> **TASK INSTRUCTIONS**
From the records, pick out and copy each line containing "place".

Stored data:
---+---
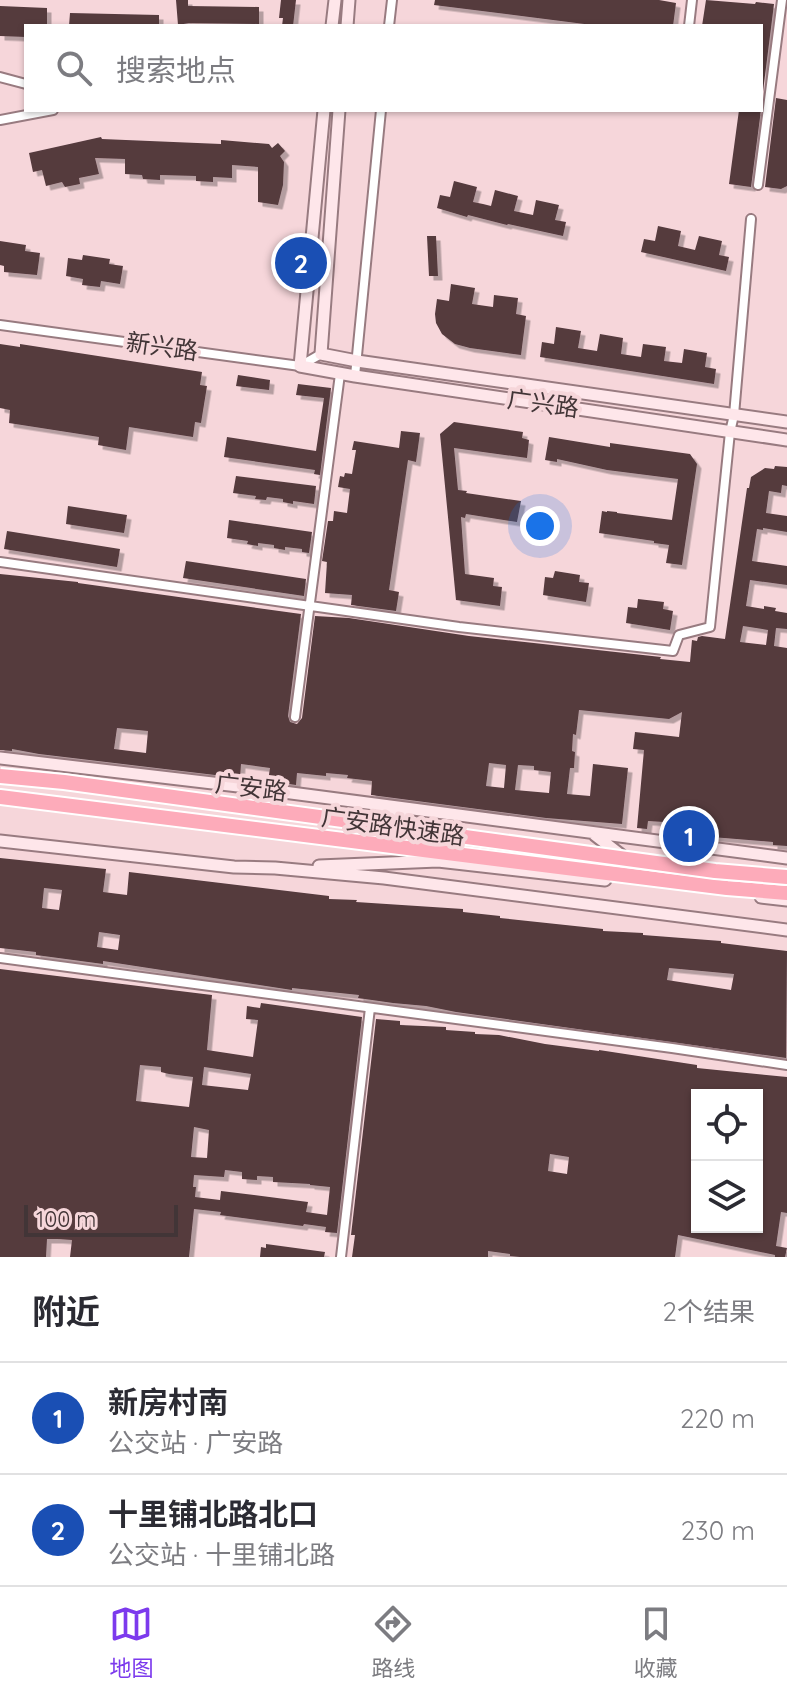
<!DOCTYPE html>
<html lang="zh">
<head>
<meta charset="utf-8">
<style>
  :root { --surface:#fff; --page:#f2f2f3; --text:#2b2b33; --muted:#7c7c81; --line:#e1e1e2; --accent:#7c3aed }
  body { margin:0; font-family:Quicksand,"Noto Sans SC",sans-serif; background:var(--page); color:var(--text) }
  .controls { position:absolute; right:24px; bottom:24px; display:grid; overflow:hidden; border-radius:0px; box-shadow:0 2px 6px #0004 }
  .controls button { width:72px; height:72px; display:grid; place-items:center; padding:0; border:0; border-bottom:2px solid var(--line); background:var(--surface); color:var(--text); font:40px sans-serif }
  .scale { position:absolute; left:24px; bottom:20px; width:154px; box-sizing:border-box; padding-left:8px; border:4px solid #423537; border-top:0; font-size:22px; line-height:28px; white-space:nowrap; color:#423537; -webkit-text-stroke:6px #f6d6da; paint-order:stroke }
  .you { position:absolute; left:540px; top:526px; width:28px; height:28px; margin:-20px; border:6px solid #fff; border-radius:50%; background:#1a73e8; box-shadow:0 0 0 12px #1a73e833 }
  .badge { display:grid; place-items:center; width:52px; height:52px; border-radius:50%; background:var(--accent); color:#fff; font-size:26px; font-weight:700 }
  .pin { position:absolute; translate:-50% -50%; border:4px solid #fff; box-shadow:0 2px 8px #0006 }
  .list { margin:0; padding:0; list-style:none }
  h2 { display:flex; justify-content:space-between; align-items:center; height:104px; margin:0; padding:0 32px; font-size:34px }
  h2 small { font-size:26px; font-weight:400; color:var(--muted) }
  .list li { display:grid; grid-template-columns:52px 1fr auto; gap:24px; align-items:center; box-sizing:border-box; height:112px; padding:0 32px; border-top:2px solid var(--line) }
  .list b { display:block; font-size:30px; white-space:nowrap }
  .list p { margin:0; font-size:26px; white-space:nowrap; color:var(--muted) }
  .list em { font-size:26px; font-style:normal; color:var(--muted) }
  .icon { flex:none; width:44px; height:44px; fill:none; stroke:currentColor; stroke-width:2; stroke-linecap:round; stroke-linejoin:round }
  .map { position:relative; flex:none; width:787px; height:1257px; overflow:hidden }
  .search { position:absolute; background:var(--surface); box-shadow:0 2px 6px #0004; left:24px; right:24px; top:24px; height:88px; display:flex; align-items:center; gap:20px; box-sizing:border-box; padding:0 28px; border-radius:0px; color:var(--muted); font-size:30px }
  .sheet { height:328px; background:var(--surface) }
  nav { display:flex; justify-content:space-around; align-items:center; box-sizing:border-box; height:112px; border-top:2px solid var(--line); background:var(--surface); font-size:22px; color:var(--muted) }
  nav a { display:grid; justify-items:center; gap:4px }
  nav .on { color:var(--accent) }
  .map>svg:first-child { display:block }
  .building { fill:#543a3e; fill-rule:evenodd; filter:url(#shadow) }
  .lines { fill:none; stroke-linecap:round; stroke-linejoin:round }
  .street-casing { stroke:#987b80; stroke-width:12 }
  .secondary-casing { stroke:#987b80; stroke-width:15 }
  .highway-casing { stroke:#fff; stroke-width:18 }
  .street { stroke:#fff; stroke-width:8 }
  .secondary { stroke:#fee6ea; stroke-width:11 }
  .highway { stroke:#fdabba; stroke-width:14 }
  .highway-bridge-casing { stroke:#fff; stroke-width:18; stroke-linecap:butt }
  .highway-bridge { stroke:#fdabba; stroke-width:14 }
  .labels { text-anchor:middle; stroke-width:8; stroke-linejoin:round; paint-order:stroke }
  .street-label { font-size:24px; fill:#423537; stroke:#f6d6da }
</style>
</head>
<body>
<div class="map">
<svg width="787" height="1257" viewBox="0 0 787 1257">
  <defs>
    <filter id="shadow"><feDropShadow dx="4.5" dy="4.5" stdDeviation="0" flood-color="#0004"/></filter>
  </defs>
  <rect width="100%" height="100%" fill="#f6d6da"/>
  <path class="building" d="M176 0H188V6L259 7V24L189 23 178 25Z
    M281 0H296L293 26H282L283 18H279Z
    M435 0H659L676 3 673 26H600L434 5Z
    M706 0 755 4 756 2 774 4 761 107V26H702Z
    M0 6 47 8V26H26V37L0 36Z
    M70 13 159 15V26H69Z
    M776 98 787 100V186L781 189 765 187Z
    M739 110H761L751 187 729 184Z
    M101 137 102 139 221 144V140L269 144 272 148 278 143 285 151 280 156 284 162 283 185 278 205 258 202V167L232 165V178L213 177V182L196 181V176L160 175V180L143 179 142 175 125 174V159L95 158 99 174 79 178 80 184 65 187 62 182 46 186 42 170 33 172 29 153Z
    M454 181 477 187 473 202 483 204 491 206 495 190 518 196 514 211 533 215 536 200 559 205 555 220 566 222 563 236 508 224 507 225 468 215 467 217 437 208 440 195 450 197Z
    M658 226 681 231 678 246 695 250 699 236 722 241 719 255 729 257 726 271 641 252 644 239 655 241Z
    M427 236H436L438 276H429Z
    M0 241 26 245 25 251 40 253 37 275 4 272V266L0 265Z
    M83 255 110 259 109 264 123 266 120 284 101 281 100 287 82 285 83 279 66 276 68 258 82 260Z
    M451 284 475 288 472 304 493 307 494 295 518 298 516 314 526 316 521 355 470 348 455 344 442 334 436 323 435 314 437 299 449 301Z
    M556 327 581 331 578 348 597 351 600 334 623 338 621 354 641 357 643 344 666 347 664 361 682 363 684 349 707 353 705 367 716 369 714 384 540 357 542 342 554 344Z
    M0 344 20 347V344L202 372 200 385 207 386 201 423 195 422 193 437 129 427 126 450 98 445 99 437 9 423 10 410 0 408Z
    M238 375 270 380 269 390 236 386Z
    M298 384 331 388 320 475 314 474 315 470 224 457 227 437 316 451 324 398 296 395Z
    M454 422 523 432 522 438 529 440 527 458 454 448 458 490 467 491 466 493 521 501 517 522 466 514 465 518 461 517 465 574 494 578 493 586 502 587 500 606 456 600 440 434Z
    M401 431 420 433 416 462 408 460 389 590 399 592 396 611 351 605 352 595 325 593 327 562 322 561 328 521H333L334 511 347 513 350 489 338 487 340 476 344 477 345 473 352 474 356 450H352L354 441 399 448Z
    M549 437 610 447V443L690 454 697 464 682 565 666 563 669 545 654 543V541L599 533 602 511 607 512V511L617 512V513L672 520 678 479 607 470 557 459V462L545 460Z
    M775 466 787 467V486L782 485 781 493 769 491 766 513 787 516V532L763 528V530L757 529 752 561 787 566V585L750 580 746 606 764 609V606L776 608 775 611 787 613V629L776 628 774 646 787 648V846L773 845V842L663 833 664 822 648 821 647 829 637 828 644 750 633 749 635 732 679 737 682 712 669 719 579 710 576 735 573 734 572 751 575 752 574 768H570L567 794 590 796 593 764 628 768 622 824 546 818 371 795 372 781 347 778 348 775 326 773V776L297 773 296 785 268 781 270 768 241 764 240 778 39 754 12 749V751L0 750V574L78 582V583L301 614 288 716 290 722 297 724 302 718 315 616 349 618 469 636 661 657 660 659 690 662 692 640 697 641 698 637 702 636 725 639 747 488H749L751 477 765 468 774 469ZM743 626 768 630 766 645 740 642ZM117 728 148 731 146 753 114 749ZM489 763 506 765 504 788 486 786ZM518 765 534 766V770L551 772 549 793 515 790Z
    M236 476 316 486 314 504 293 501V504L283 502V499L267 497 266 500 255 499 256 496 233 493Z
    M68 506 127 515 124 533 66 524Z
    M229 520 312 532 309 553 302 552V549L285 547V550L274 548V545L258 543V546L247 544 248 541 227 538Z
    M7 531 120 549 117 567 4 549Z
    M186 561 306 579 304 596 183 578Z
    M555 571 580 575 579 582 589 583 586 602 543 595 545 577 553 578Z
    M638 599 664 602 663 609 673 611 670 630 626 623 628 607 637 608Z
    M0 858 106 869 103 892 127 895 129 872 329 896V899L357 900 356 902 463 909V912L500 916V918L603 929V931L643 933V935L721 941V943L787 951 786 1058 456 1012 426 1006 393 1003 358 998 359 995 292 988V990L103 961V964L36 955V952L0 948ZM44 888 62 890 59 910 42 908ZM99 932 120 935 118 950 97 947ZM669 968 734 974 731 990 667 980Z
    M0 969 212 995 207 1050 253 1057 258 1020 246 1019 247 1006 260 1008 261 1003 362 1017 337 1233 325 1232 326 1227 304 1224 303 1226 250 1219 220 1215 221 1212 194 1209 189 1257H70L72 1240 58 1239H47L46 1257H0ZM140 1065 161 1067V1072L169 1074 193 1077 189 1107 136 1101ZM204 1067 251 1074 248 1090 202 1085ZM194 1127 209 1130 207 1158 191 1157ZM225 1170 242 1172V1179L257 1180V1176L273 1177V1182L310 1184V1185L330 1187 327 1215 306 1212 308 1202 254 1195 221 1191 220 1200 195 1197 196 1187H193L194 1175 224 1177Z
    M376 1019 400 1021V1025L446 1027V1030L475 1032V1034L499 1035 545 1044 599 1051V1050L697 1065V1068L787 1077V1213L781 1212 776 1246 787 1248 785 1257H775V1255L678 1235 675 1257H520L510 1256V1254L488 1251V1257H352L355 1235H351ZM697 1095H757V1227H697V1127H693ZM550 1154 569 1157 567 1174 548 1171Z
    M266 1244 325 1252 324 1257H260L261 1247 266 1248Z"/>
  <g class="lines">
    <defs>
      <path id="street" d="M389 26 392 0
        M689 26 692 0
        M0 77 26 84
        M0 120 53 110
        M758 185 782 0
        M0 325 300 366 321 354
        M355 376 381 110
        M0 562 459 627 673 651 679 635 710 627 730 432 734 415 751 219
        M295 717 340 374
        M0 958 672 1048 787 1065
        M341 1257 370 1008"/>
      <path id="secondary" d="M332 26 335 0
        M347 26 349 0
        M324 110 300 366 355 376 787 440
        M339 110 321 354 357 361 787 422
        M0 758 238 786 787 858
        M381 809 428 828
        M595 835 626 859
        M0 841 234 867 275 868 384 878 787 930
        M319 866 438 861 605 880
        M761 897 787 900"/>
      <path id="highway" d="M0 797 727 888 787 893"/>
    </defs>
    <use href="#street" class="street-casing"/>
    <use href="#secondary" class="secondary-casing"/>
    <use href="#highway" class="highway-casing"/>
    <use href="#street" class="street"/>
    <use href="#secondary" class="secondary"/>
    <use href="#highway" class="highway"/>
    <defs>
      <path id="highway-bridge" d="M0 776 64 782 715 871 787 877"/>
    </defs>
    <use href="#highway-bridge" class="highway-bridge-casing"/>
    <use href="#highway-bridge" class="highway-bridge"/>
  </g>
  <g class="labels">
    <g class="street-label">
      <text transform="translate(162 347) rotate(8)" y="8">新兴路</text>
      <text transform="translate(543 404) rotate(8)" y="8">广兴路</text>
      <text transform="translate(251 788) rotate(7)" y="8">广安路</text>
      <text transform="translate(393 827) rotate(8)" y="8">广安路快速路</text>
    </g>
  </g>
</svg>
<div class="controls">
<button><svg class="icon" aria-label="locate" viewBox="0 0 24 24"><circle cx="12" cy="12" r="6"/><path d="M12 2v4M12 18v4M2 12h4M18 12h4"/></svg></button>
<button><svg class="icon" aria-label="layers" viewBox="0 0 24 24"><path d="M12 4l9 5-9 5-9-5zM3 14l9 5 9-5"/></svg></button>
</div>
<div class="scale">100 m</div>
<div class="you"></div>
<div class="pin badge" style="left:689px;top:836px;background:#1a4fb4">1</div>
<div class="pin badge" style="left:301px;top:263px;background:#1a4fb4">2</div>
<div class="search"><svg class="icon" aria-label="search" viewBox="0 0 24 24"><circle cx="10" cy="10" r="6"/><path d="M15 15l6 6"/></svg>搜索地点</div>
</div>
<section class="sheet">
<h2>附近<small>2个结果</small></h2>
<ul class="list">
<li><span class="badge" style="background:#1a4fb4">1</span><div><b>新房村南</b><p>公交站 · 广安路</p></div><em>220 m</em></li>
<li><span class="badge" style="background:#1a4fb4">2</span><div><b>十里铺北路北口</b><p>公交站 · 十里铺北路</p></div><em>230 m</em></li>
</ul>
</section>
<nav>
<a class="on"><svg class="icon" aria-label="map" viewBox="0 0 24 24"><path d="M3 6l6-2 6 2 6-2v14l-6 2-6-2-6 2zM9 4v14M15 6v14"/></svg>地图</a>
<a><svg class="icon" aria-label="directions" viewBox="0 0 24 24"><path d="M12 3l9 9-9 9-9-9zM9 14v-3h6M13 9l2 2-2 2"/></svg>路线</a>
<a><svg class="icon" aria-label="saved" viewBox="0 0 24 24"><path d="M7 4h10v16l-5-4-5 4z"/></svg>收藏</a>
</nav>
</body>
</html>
---+---
> **TASK SOLUTION**
  .controls button { width:72px; height:72px; display:grid; place-items:center; padding:0; border:0; border-bottom:2px solid var(--line); background:var(--surface); color:var(--text); font:40px sans-serif }
  .badge { display:grid; place-items:center; width:52px; height:52px; border-radius:50%; background:var(--accent); color:#fff; font-size:26px; font-weight:700 }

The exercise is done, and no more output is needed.